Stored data
▼
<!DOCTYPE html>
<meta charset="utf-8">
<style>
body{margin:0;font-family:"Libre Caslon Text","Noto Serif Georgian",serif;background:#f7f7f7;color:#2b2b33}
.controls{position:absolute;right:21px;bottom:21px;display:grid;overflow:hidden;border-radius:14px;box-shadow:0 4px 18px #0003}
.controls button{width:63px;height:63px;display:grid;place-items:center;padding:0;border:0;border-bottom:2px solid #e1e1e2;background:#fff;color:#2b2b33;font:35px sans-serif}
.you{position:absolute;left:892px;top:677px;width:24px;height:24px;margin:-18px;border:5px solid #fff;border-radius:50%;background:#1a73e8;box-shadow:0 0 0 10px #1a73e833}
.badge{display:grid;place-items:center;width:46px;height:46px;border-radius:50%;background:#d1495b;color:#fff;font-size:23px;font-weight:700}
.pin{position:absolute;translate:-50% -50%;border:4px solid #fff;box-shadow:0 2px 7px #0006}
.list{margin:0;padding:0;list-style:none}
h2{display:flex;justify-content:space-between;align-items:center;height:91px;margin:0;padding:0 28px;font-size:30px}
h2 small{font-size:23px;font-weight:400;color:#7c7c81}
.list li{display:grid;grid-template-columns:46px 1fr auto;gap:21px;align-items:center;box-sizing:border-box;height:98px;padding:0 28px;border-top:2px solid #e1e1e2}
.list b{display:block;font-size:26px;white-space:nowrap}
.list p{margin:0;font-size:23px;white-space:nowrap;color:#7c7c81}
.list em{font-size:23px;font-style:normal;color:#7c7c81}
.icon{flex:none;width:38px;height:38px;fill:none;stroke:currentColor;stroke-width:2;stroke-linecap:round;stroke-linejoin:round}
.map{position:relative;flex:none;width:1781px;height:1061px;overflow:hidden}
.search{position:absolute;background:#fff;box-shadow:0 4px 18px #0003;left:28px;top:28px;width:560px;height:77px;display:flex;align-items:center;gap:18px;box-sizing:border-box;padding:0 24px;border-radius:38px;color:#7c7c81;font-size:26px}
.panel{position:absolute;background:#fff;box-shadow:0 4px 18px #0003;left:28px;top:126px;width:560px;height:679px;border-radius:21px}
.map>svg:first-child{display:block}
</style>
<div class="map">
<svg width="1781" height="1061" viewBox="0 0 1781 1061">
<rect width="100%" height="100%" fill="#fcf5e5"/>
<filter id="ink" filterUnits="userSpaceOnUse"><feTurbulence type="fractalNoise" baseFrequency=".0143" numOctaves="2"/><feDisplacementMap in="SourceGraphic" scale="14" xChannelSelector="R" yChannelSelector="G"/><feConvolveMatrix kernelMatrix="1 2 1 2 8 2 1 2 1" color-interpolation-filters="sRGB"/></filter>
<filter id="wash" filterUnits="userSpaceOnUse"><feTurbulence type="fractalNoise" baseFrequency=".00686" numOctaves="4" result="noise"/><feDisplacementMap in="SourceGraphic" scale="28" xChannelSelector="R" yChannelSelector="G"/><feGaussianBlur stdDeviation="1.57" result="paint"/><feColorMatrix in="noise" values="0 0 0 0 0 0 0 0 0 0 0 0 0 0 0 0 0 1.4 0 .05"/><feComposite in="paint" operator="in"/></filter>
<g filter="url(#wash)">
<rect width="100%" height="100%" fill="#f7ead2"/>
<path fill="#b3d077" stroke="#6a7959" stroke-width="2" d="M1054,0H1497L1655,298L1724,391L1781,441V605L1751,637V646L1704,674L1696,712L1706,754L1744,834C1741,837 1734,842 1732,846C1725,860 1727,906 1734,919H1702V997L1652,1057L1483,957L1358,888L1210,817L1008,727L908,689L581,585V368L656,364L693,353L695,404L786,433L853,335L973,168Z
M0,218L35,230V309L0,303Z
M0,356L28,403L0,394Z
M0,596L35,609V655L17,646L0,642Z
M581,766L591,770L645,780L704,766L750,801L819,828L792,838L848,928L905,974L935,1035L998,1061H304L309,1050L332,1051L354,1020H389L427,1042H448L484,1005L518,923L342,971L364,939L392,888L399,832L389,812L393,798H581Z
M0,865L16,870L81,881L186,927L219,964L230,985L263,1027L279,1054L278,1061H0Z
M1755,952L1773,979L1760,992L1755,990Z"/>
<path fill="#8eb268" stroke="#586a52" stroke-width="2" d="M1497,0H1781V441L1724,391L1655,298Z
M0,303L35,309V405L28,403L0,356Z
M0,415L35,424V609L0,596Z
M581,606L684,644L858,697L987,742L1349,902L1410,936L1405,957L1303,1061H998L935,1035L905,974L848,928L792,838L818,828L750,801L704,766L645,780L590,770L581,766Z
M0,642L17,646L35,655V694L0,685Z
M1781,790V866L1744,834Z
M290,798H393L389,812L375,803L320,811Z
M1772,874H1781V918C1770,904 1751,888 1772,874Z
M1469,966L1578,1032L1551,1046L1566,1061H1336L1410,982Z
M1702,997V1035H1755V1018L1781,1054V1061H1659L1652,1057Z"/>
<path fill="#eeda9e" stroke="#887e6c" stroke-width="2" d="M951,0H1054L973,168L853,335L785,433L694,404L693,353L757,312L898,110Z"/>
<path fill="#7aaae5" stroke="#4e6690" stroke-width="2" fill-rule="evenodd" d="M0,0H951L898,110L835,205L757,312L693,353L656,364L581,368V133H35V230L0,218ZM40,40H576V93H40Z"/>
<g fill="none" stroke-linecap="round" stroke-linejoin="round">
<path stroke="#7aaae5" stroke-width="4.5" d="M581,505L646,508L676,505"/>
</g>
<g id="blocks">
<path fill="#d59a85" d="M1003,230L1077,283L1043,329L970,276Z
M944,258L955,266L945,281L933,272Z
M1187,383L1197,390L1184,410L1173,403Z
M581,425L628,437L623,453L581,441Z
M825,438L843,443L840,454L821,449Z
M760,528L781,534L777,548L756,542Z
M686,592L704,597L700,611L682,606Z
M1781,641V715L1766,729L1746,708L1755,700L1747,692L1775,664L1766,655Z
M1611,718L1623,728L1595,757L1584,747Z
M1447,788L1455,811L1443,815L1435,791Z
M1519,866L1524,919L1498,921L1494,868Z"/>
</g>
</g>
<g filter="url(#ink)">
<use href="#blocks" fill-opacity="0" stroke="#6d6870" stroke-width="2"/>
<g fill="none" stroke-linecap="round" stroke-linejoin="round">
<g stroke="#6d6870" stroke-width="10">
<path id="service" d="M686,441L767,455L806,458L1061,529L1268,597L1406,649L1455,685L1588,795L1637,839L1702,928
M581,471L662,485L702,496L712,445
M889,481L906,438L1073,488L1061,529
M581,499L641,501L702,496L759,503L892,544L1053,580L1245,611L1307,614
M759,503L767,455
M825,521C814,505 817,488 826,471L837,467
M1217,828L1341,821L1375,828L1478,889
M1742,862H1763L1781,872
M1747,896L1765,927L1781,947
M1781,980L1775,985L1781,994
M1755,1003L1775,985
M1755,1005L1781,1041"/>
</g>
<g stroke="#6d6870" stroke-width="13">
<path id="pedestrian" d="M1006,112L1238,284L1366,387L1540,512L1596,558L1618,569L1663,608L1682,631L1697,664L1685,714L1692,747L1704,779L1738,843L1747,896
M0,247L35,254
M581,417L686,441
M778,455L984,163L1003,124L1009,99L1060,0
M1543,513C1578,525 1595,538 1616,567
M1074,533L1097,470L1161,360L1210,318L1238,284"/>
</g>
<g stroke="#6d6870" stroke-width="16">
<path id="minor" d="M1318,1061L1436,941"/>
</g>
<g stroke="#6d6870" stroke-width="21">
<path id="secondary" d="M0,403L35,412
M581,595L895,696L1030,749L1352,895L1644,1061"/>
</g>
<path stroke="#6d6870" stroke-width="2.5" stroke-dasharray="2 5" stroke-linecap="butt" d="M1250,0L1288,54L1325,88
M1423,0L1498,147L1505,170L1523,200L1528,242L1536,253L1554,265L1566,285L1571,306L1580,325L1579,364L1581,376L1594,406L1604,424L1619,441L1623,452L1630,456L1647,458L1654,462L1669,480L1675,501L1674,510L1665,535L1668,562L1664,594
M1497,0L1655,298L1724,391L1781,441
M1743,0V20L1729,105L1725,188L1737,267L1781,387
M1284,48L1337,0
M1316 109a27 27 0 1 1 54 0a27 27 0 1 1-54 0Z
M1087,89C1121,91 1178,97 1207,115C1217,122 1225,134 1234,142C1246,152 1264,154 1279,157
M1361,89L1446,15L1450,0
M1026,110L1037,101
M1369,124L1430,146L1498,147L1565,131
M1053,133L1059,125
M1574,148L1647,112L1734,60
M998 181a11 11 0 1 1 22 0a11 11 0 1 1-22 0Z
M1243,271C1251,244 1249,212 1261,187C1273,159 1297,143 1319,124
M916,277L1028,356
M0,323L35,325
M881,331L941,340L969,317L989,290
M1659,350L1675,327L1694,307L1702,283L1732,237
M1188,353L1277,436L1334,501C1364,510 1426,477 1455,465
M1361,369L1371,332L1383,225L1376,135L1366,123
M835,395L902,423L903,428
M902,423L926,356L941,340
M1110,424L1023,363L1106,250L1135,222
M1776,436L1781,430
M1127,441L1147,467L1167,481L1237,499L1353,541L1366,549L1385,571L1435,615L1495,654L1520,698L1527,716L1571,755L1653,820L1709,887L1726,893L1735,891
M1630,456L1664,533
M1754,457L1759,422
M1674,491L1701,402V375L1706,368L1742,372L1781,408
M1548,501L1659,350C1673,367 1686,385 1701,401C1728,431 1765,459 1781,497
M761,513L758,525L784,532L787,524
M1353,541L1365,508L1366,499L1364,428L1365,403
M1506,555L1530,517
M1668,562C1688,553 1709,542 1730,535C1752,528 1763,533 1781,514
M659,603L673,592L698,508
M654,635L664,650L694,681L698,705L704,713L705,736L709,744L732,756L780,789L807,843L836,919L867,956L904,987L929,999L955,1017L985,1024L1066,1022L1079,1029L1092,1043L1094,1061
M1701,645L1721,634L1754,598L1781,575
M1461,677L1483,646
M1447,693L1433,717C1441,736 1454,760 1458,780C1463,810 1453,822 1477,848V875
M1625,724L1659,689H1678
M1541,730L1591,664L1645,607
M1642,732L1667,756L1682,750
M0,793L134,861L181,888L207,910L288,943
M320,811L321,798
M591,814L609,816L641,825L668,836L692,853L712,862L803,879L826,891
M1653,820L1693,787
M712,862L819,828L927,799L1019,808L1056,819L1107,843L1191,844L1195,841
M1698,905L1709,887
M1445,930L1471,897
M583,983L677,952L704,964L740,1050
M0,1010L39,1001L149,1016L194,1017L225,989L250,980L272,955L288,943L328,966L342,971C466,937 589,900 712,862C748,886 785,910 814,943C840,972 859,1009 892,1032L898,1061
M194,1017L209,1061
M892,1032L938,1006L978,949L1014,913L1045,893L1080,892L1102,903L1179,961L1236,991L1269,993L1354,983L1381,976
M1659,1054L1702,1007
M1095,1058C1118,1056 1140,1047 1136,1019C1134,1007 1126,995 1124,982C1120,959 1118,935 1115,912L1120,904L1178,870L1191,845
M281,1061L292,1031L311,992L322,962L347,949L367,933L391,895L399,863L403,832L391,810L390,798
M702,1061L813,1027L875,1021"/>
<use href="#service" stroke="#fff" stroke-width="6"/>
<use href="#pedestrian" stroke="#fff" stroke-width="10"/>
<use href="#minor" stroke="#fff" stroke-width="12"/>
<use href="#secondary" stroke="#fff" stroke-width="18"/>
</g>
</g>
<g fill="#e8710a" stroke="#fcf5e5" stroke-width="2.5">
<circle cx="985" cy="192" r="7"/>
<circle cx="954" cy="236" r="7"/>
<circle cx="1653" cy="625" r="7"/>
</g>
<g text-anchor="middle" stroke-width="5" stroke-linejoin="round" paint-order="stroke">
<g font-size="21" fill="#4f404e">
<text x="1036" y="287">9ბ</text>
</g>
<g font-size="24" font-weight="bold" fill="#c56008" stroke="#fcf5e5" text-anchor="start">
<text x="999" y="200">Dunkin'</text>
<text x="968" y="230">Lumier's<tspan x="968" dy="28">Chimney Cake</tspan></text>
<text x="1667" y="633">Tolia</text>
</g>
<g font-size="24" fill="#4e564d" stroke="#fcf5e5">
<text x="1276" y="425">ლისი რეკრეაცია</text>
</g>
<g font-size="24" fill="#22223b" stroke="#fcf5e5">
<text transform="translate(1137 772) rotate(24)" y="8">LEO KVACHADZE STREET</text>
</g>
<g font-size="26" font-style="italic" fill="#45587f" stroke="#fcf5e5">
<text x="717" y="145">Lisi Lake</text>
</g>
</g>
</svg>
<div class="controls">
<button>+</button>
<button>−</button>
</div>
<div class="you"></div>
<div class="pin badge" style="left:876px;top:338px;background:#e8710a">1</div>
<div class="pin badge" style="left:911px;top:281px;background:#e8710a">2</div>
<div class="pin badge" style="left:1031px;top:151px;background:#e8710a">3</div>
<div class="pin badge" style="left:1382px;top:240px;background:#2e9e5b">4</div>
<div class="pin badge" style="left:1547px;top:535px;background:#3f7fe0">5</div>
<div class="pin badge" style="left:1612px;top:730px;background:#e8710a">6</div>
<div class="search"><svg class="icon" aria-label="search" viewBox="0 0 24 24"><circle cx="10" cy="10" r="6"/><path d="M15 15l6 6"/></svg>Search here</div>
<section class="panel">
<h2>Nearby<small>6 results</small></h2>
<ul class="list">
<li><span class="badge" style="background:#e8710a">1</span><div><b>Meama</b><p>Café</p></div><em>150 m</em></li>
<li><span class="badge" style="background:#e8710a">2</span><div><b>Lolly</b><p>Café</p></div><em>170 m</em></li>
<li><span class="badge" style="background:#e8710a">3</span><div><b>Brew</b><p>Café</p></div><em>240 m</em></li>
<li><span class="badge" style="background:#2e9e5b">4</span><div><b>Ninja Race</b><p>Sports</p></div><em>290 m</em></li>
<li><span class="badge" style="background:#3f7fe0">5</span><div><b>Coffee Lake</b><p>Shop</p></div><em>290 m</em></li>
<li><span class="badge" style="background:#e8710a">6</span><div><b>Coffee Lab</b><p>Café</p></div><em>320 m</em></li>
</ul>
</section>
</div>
▲
▼
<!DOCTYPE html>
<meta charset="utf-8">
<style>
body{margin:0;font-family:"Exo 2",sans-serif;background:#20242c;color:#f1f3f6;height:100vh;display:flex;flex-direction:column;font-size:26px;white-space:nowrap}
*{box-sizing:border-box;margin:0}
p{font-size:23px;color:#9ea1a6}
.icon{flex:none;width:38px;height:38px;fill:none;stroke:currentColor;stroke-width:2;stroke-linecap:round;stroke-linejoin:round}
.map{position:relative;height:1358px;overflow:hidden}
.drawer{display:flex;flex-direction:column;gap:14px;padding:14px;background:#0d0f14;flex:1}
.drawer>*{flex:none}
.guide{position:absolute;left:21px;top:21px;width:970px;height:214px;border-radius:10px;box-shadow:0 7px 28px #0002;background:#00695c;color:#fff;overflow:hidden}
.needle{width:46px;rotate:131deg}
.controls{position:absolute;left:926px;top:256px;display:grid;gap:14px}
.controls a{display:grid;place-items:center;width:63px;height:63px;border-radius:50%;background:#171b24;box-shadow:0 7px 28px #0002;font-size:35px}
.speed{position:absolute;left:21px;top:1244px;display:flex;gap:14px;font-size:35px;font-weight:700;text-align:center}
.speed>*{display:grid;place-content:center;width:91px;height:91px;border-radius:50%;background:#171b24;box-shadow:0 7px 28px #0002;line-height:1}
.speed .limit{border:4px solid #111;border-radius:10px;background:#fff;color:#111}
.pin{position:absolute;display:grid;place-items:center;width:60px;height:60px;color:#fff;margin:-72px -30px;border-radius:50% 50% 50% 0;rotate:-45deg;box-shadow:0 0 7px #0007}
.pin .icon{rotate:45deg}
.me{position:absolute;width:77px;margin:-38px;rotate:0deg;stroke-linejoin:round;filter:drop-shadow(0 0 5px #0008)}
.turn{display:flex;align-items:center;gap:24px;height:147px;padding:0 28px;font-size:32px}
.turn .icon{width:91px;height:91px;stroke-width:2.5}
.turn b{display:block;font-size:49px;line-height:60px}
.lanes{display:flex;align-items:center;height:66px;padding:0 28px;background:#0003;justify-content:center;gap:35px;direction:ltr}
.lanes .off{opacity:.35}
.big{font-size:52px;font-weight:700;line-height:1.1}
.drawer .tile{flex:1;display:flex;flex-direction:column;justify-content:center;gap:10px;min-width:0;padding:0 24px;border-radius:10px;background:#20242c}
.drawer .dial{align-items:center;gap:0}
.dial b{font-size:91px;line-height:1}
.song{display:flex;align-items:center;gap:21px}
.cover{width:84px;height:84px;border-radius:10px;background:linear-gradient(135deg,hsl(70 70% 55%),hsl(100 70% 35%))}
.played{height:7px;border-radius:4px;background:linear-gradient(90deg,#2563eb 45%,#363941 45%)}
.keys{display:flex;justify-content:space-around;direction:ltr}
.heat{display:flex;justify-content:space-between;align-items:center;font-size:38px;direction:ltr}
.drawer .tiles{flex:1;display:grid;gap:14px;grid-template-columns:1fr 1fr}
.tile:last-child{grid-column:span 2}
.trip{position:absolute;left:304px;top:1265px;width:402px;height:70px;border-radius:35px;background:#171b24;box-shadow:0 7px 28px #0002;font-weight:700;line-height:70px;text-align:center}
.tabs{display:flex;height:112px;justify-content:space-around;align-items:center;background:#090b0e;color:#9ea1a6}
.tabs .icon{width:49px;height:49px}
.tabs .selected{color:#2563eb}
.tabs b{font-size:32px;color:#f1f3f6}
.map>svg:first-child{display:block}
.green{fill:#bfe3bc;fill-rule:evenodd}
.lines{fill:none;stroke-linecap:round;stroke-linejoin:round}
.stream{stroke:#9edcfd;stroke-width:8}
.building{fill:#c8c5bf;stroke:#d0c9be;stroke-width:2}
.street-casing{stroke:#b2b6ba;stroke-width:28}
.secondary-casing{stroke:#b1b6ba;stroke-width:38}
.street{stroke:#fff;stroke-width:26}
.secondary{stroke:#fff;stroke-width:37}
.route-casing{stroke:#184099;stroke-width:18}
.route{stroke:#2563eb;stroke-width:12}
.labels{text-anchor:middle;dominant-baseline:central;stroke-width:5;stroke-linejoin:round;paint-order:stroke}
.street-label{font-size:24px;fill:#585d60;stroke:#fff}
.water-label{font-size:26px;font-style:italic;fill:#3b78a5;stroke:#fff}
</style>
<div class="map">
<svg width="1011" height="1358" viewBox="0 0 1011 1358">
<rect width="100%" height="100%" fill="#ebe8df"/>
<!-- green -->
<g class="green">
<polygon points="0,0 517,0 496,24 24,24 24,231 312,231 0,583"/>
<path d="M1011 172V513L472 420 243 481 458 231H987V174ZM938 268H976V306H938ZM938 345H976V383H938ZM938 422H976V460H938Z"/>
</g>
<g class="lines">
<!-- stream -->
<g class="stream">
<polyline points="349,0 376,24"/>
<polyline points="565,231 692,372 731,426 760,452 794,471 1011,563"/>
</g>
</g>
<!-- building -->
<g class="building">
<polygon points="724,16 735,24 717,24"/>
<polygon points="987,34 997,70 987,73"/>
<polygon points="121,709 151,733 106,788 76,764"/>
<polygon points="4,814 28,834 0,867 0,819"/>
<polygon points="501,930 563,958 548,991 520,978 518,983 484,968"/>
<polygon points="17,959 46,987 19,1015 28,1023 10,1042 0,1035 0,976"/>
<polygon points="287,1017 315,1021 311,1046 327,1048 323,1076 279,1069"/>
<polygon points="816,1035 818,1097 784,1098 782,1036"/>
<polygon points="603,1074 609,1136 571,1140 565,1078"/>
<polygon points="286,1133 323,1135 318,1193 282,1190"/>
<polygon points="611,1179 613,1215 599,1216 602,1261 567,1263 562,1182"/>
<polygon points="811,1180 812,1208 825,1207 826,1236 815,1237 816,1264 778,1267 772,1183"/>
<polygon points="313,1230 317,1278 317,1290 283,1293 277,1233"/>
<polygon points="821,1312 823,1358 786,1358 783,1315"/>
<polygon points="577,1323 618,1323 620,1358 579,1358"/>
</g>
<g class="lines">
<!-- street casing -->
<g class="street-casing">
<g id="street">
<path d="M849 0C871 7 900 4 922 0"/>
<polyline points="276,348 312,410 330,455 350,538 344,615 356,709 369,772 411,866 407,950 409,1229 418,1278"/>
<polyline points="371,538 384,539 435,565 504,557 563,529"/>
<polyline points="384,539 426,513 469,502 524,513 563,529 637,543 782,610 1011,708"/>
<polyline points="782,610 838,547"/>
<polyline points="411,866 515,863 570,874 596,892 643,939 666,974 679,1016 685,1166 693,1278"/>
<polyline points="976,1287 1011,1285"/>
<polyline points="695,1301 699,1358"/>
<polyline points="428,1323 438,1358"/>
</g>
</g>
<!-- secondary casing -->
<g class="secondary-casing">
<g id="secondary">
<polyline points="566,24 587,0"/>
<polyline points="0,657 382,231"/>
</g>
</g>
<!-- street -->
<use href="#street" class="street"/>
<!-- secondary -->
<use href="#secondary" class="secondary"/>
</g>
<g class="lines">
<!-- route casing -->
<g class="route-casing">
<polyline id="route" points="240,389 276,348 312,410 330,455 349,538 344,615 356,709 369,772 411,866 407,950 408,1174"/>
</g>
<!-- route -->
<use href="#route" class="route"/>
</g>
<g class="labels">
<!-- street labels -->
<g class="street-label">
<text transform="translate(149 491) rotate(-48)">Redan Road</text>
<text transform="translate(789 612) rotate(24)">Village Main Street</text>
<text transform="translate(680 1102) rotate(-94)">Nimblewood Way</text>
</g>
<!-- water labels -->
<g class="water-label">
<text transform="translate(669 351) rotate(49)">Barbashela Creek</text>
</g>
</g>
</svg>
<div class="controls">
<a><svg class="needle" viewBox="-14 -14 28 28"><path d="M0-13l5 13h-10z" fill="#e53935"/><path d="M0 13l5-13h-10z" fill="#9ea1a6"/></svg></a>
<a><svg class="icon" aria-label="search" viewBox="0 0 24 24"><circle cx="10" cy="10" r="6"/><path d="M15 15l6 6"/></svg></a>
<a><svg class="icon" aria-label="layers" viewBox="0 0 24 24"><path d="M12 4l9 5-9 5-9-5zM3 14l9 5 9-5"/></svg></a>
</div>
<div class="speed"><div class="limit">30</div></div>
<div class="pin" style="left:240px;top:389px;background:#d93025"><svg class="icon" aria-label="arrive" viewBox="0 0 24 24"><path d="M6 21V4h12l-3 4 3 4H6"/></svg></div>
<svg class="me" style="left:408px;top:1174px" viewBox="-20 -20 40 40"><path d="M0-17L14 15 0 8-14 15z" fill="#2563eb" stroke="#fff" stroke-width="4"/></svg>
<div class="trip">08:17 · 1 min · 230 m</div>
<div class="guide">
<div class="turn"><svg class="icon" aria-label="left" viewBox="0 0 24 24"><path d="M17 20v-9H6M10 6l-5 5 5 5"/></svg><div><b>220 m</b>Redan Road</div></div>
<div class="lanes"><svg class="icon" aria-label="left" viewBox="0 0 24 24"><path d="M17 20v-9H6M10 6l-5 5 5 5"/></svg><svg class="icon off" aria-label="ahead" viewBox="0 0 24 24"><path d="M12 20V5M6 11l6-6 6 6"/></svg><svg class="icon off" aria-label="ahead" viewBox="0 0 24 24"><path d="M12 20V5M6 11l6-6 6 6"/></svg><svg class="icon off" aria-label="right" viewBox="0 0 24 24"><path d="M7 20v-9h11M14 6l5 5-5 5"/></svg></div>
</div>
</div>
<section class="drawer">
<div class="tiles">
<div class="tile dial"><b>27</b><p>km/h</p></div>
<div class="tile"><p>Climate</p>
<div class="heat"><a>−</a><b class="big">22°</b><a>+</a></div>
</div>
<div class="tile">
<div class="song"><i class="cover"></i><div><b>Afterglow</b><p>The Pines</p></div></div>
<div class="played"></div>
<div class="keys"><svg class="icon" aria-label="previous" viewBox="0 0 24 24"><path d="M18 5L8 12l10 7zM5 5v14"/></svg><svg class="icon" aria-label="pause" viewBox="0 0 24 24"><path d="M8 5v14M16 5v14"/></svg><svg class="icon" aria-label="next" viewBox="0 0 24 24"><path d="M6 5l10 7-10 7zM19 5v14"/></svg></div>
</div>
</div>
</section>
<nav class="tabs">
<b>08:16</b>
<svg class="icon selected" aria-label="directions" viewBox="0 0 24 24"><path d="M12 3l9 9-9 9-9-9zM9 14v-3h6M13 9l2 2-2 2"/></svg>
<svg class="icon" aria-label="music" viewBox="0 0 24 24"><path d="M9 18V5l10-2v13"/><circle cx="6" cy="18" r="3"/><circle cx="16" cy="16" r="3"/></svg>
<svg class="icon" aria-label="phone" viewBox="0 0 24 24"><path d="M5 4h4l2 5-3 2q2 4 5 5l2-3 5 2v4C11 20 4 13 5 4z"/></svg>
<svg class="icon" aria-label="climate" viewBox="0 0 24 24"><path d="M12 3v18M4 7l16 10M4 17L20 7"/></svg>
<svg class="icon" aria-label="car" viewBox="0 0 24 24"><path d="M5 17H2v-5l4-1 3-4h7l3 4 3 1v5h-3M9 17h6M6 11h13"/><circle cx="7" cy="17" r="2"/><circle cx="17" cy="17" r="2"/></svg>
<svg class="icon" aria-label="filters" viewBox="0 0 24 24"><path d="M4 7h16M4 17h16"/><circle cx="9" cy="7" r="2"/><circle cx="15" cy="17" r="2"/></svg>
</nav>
▲
**TASK BRIEF**
For every line above that holds the word "filterUnits", report the whole line.

**COMPLETED TASK**
<filter id="ink" filterUnits="userSpaceOnUse"><feTurbulence type="fractalNoise" baseFrequency=".0143" numOctaves="2"/><feDisplacementMap in="SourceGraphic" scale="14" xChannelSelector="R" yChannelSelector="G"/><feConvolveMatrix kernelMatrix="1 2 1 2 8 2 1 2 1" color-interpolation-filters="sRGB"/></filter>
<filter id="wash" filterUnits="userSpaceOnUse"><feTurbulence type="fractalNoise" baseFrequency=".00686" numOctaves="4" result="noise"/><feDisplacementMap in="SourceGraphic" scale="28" xChannelSelector="R" yChannelSelector="G"/><feGaussianBlur stdDeviation="1.57" result="paint"/><feColorMatrix in="noise" values="0 0 0 0 0 0 0 0 0 0 0 0 0 0 0 0 0 1.4 0 .05"/><feComposite in="paint" operator="in"/></filter>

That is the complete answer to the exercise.